- _What you need to do_:
Report every line of the records below that contains the word "Lines".

BEGIN Supplied material

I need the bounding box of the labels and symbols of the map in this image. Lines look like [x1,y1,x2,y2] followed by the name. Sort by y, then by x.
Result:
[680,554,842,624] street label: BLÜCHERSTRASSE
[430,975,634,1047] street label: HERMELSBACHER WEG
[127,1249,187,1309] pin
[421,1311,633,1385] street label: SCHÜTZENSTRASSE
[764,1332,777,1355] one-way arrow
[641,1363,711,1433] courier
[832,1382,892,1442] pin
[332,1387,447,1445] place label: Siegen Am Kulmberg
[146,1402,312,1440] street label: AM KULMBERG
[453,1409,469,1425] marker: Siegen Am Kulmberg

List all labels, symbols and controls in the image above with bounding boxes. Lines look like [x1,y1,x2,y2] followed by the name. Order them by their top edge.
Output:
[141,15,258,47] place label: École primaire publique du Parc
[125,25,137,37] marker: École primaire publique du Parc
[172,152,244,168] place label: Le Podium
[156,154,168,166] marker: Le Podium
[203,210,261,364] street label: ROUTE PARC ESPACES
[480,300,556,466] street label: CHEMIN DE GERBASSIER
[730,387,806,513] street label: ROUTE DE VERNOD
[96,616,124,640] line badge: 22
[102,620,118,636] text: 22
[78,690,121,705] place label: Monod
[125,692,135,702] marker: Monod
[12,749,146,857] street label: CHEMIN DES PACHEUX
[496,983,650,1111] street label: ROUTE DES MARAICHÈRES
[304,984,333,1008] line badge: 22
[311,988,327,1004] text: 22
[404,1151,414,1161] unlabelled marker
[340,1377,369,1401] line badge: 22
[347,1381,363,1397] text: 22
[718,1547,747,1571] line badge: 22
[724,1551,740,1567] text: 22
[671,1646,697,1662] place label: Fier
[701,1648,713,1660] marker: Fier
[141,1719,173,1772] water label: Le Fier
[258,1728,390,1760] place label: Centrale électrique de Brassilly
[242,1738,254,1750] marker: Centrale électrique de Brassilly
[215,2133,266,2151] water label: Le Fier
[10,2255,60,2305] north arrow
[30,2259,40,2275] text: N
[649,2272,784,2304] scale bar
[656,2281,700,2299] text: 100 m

END Supplied material

- _Solution_:
I need the bounding box of the labels and symbols of the map in this image. Lines look like [x1,y1,x2,y2] followed by the name. Sort by y, then by x.
List all labels, symbols and controls in the image above with bounding boxes. Lines look like [x1,y1,x2,y2] followed by the name. Order them by their top edge.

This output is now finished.